Collected data entries
########

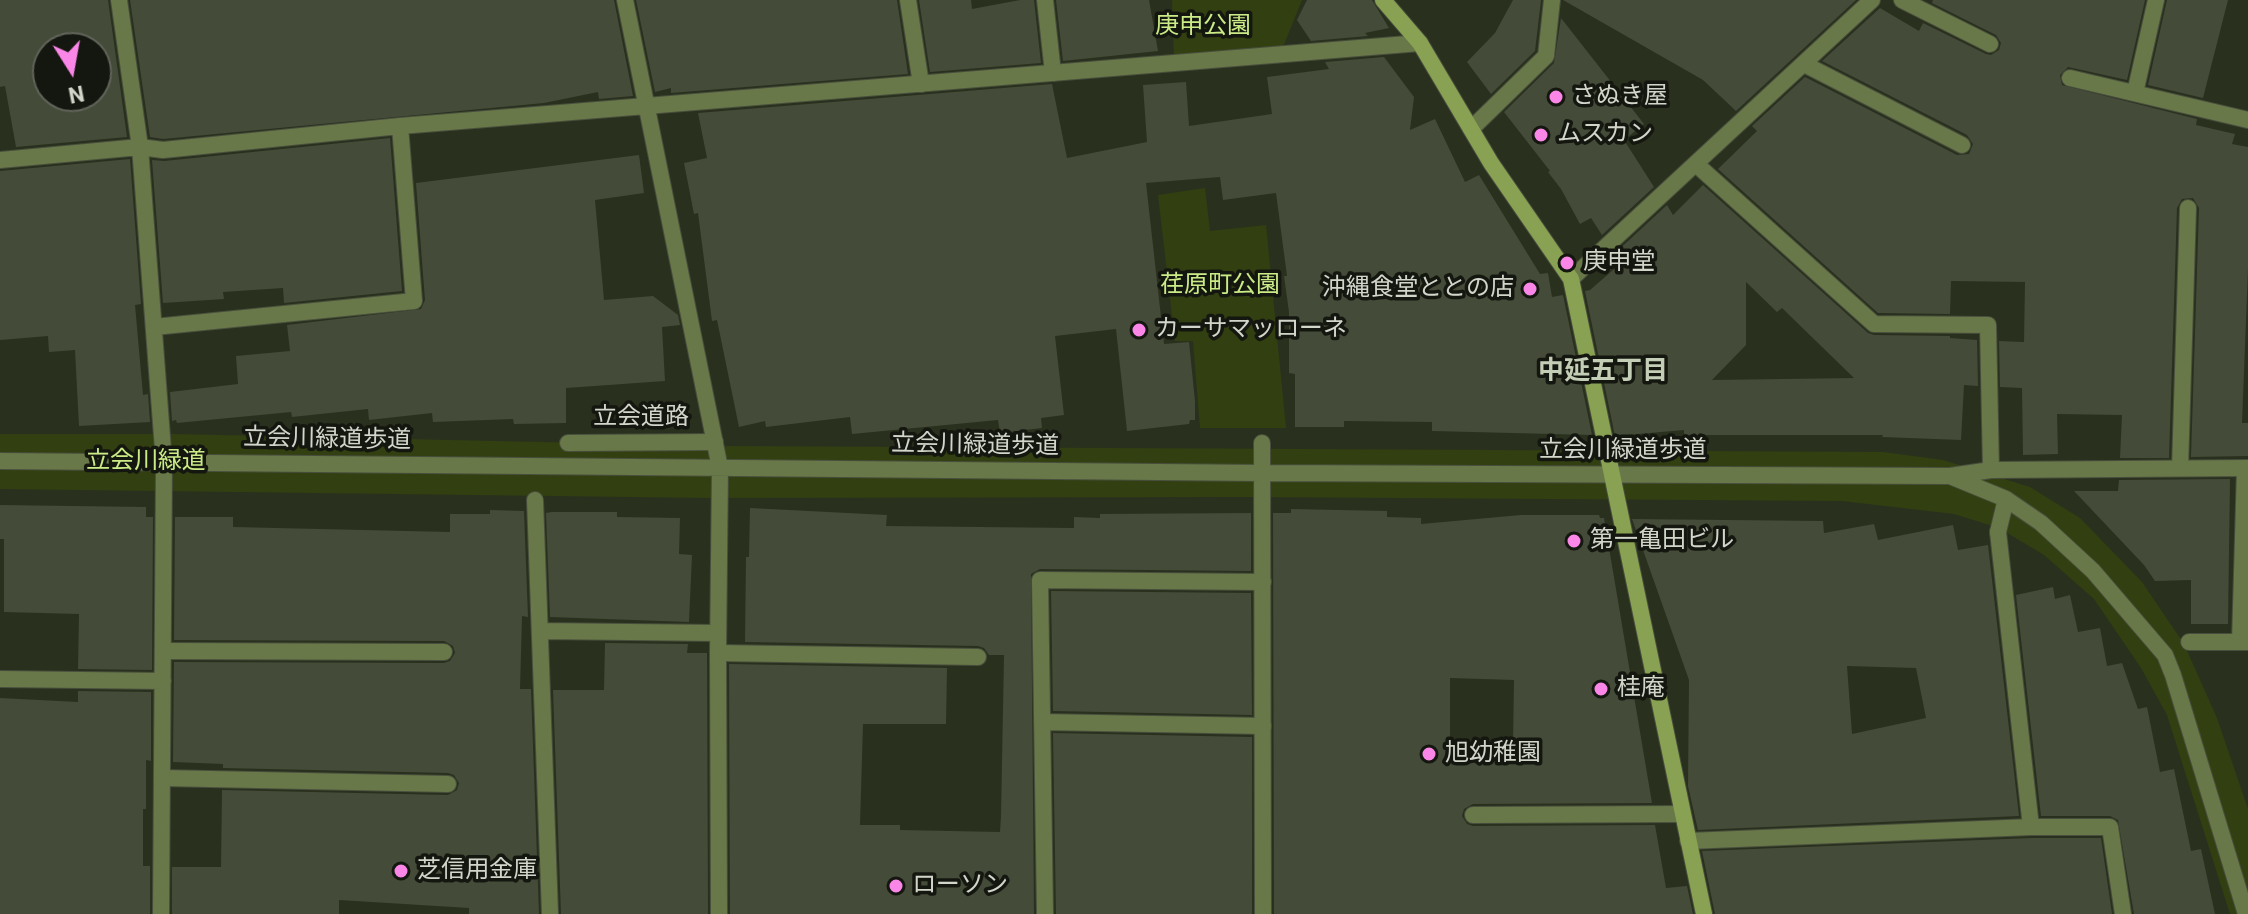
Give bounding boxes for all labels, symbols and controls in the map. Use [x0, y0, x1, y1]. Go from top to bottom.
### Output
park label: 庚申公園 [1155, 13, 1251, 41]
north arrow [32, 32, 112, 112]
text: N [66, 80, 86, 108]
place label: さぬき屋 [1572, 83, 1668, 111]
marker: さぬき屋 [1547, 88, 1565, 106]
place label: ムスカン [1557, 121, 1653, 149]
marker: ムスカン [1532, 126, 1550, 144]
place label: 庚申堂 [1583, 249, 1655, 277]
marker: 庚申堂 [1558, 254, 1576, 272]
park label: 荏原町公園 [1160, 272, 1280, 300]
place label: 沖縄食堂ととの店 [1322, 275, 1514, 303]
marker: 沖縄食堂ととの店 [1521, 280, 1539, 298]
place label: カーサマッローネ [1155, 316, 1347, 344]
marker: カーサマッローネ [1130, 321, 1148, 339]
district label: 中延五丁目 [1538, 356, 1668, 388]
street label: 立会道路 [593, 404, 689, 432]
street label: 立会川緑道歩道 [243, 424, 411, 456]
street label: 立会川緑道歩道 [891, 430, 1059, 462]
street label: 立会川緑道歩道 [1539, 437, 1707, 465]
park label: 立会川緑道 [86, 448, 206, 476]
place label: 第一亀田ビル [1590, 527, 1734, 555]
marker: 第一亀田ビル [1565, 532, 1583, 550]
place label: 桂庵 [1617, 675, 1665, 703]
marker: 桂庵 [1592, 680, 1610, 698]
place label: 旭幼稚園 [1445, 740, 1541, 768]
marker: 旭幼稚園 [1420, 745, 1438, 763]
place label: 芝信用金庫 [417, 857, 537, 885]
marker: 芝信用金庫 [392, 862, 410, 880]
place label: ローソン [912, 872, 1008, 900]
marker: ローソン [887, 877, 905, 895]

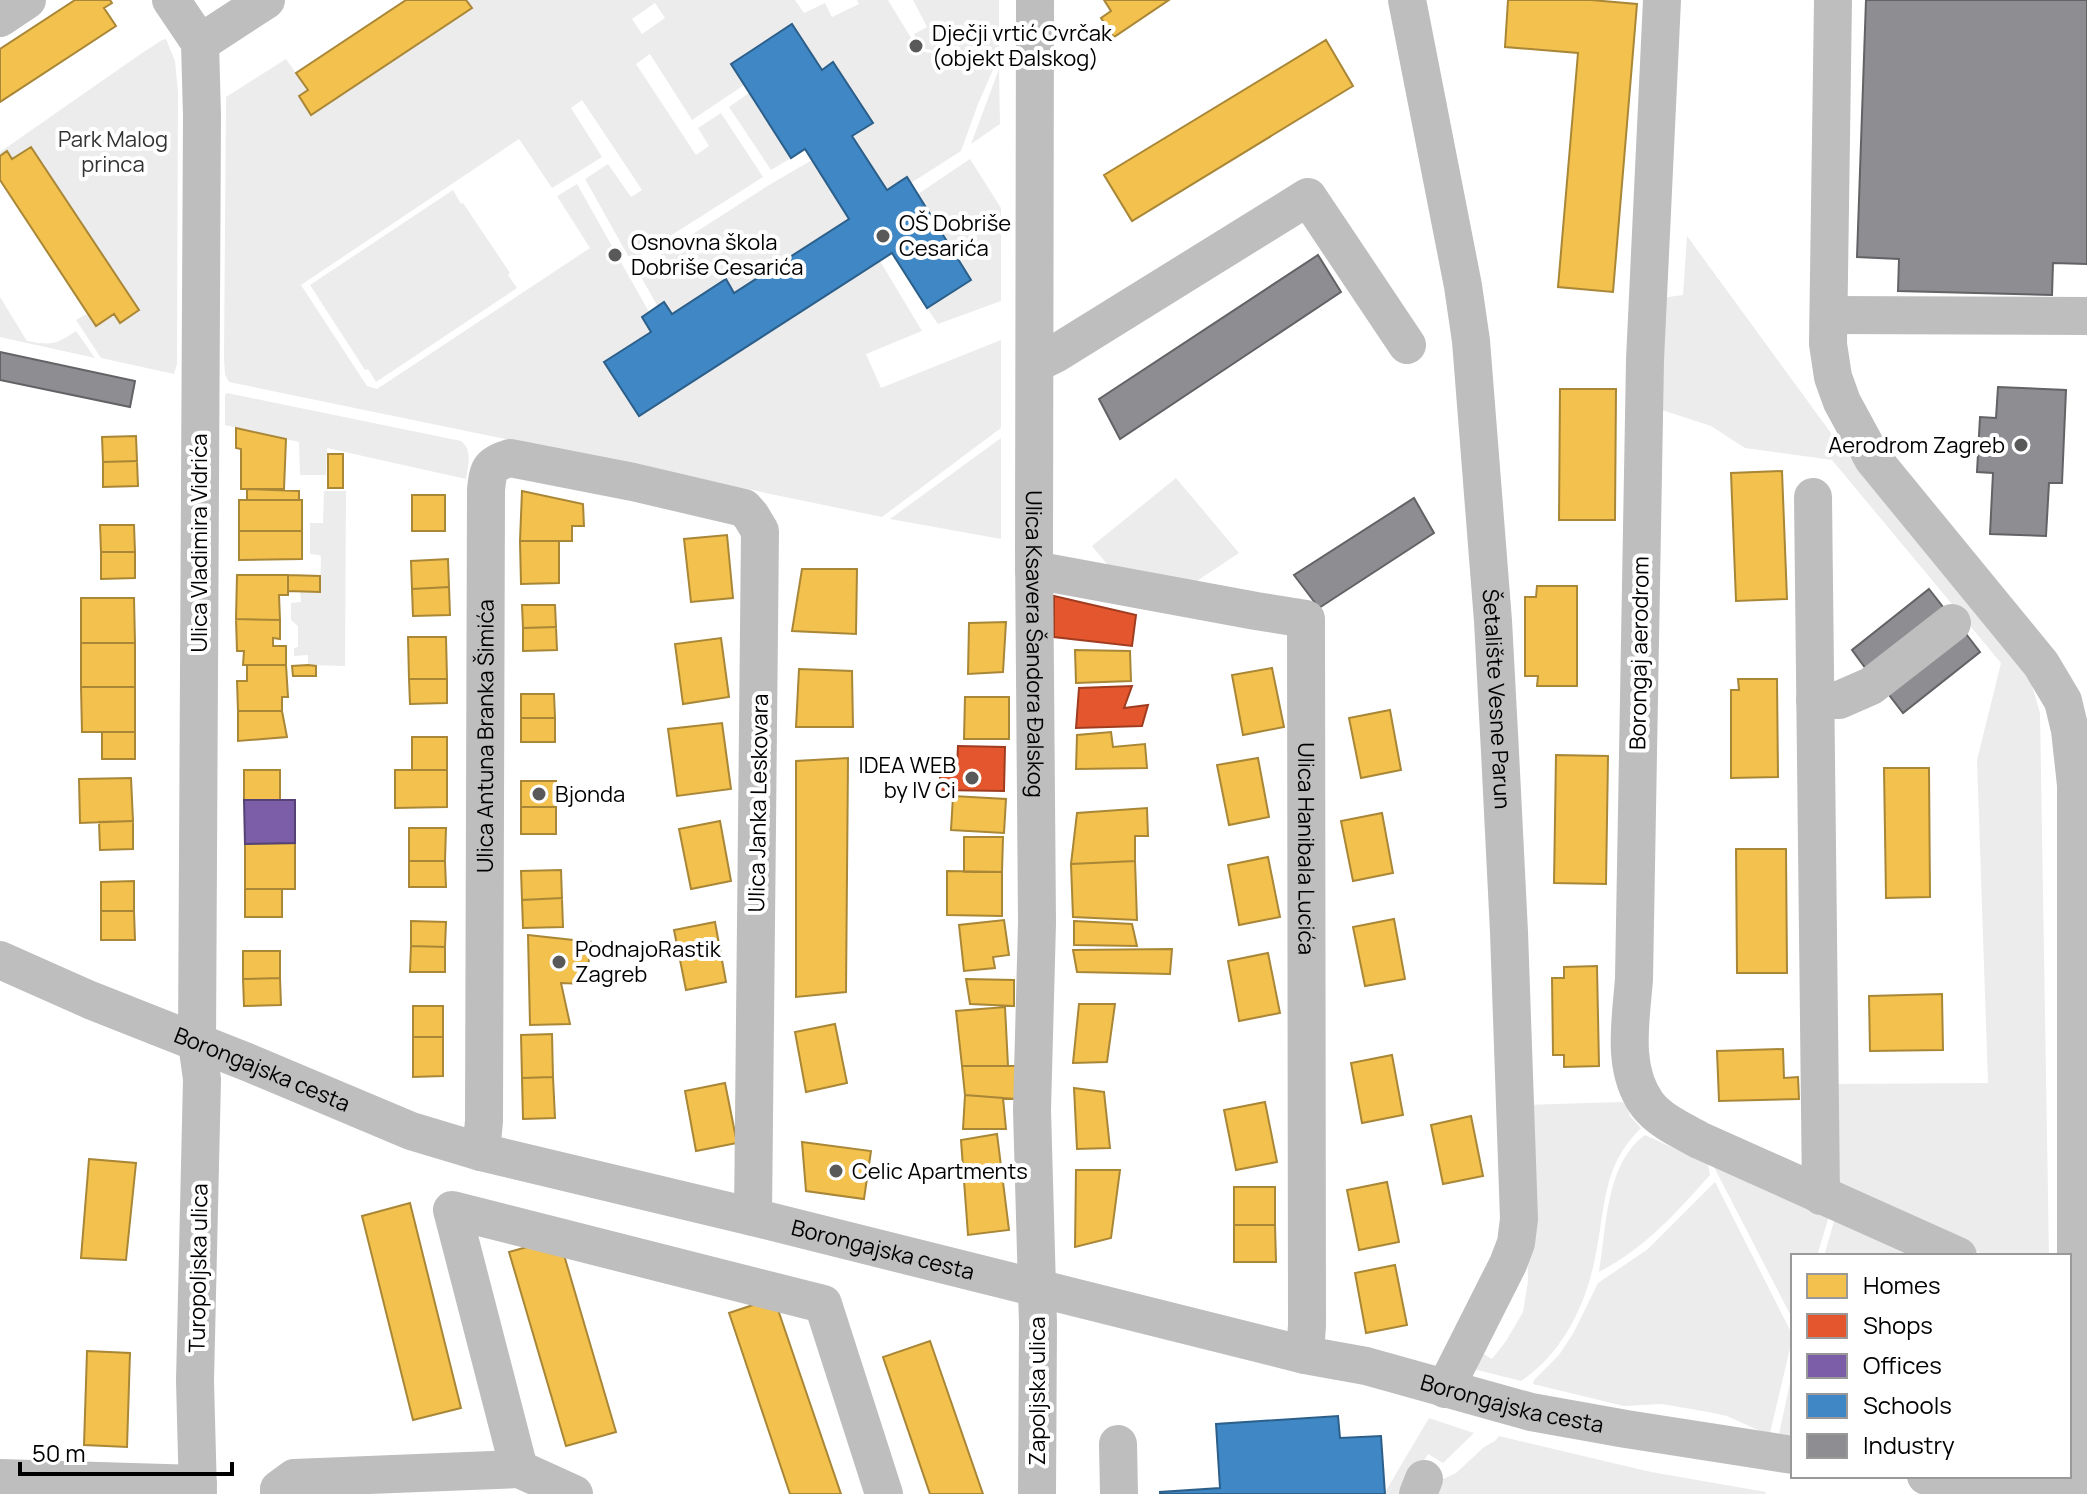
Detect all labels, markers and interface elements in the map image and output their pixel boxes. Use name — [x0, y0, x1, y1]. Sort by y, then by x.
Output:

########

» INSTRUCTIONS FOR THE TASK
Look for the line with "Detect all labels, markers" in the records above. Repeat it and each line after it exactly.

» EXERCISE SOLUTION
Detect all labels, markers and interface elements in the map image and output their pixel boxes. Use name — [x0, y0, x1, y1]. Sort by y, then by x.
Output:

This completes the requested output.